Resource-aware Mixed-precision Quantization for Enhancing Deployability of Transformers for Time-series Forecasting on Embedded FPGAs
- URL: http://arxiv.org/abs/2410.03294v3
- Date: Wed, 30 Oct 2024 16:51:39 GMT
- Title: Resource-aware Mixed-precision Quantization for Enhancing Deployability of Transformers for Time-series Forecasting on Embedded FPGAs
- Authors: Tianheng Ling, Chao Qian, Gregor Schiele,
- Abstract summary: This study addresses the deployment challenges of integer-only quantized Transformers on resource-constrained embedded FPGAs.
We introduce a selectable resource type for storing intermediate results across model layers, thereby breaking the deployment bottleneck.
We also develop a resource-aware mixed-precision quantization approach that enables researchers to explore hardware-level quantization strategies.

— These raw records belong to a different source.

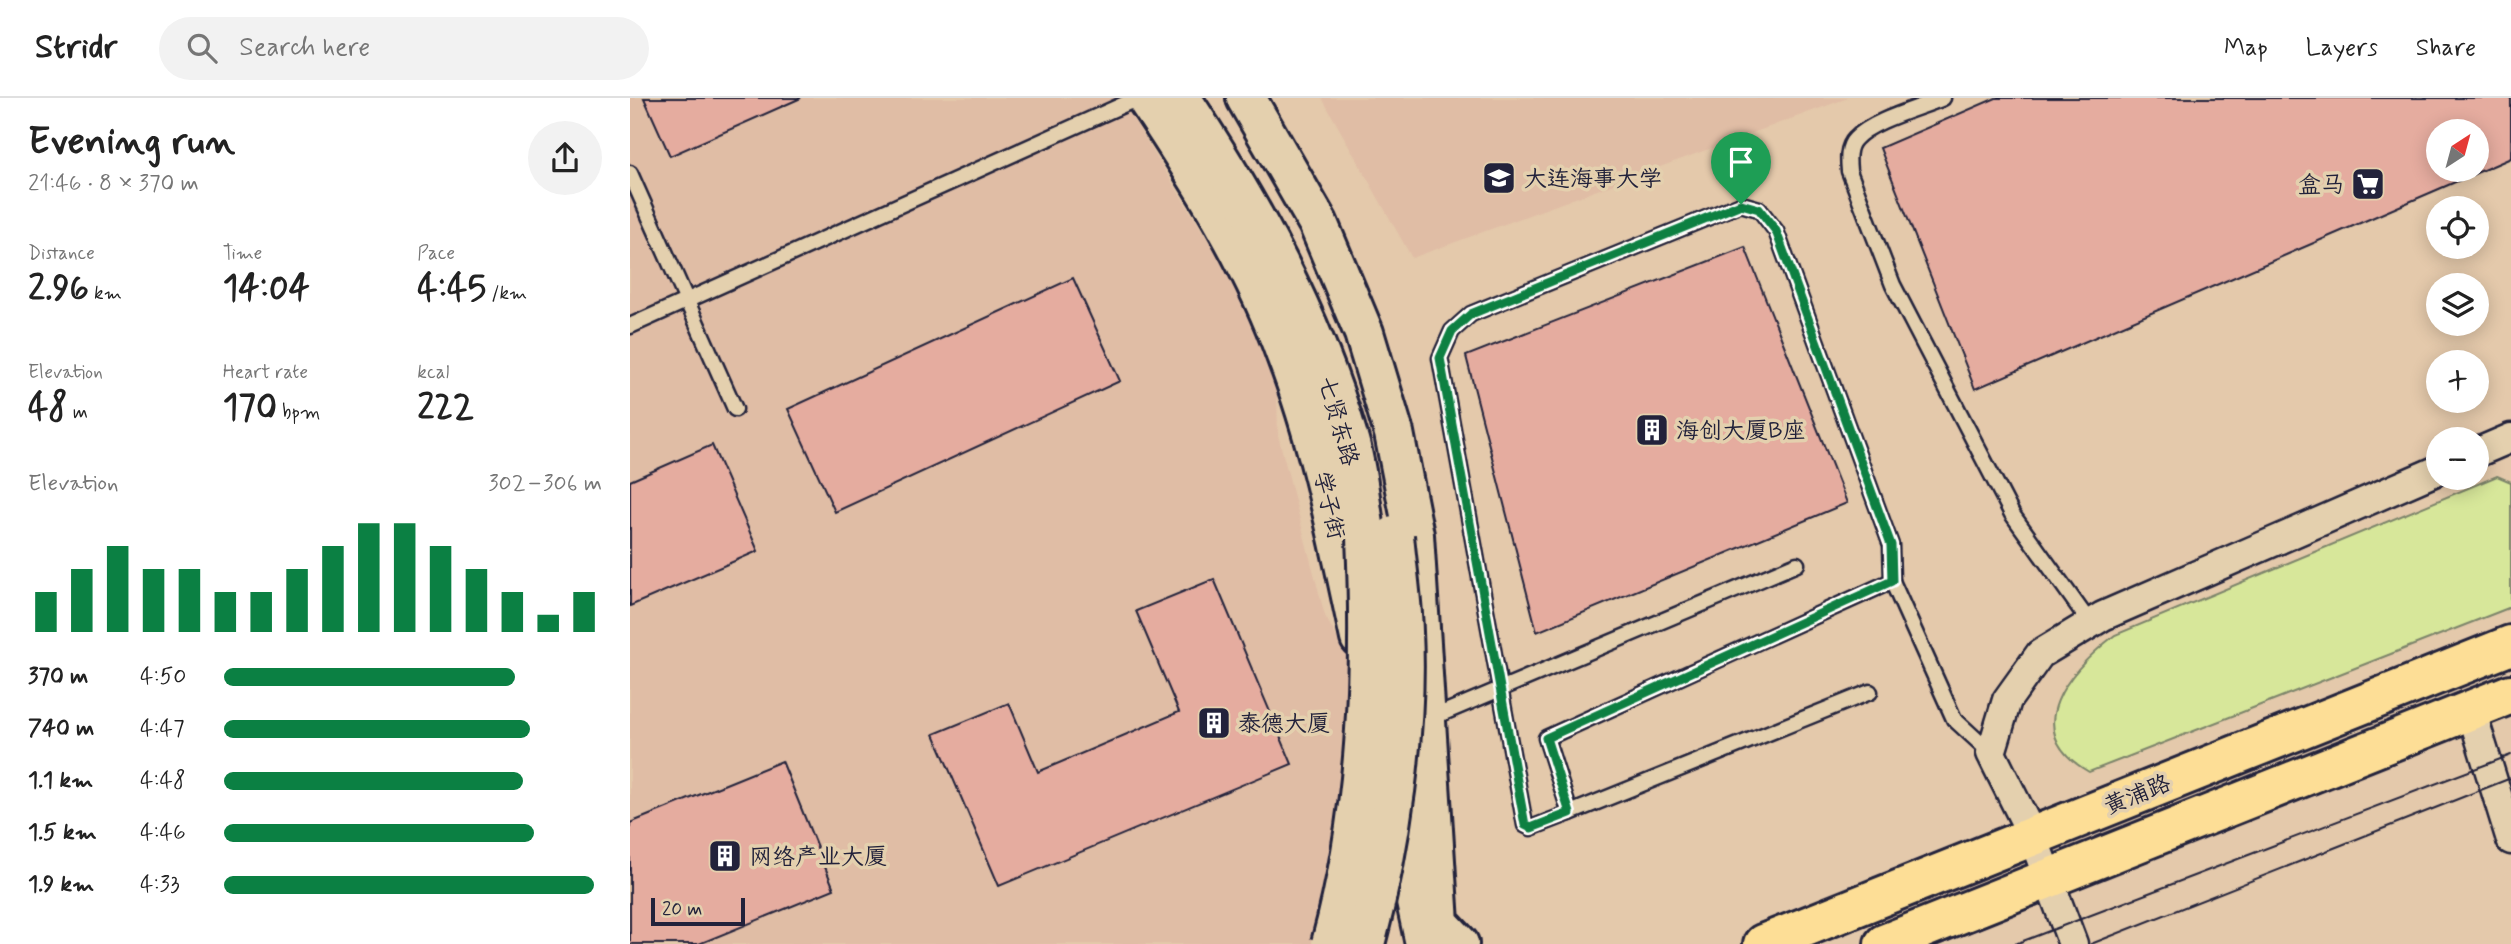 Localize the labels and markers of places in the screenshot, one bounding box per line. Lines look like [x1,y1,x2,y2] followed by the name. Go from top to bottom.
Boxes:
[1711,132,1771,204] pin
[1480,159,1518,197] school or university icon: 大连海事大学
[1524,165,1662,195] place label: 大连海事大学
[2349,165,2387,203] supermarket icon: 盒马
[2298,171,2344,201] place label: 盒马
[1633,411,1671,449] building icon: 海创大厦B座
[1676,417,1806,447] place label: 海创大厦B座
[1195,704,1233,742] building icon: 泰德大厦
[1238,710,1330,740] place label: 泰德大厦
[706,837,744,875] building icon: 网络产业大厦
[749,843,887,873] place label: 网络产业大厦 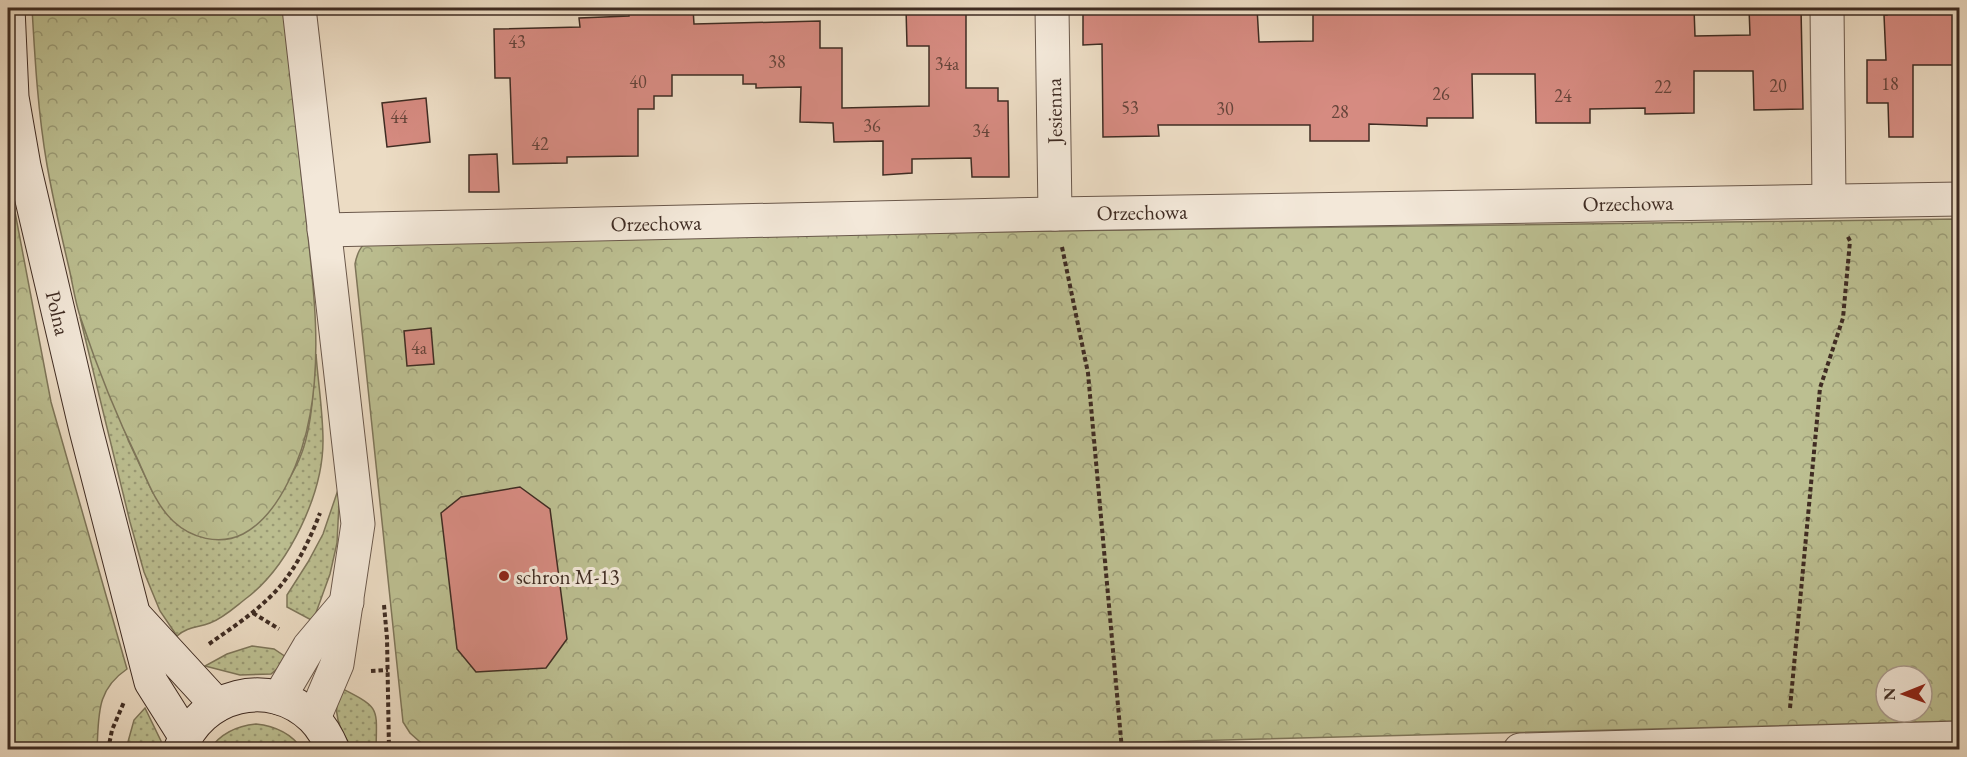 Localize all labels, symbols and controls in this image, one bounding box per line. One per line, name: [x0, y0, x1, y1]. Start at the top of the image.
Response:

- Score: 19.835810073852244
- License: http://arxiv.org/licenses/nonexclusive-distrib/1.0/
- Abstract: This study addresses the deployment challenges of integer-only quantized Transformers on resource-constrained embedded FPGAs (Xilinx Spartan-7 XC7S15). We enhanced the flexibility of our VHDL template by introducing a selectable resource type for storing intermediate results across model layers, thereby breaking the deployment bottleneck by utilizing BRAM efficiently. Moreover, we developed a resource-aware mixed-precision quantization approach that enables researchers to explore hardware-level quantization strategies without requiring extensive expertise in Neural Architecture Search. This method provides accurate resource utilization estimates with a precision discrepancy as low as 3%, compared to actual deployment metrics. Compared to previous work, our approach has successfully facilitated the deployment of model configurations utilizing mixed-precision quantization, thus overcoming the limitations inherent in five previously non-deployable configurations with uniform quantization bitwidths. Consequently, this research enhances the applicability of Transformers in embedded systems, facilitating a broader range of Transformer-powered applications on edge devices.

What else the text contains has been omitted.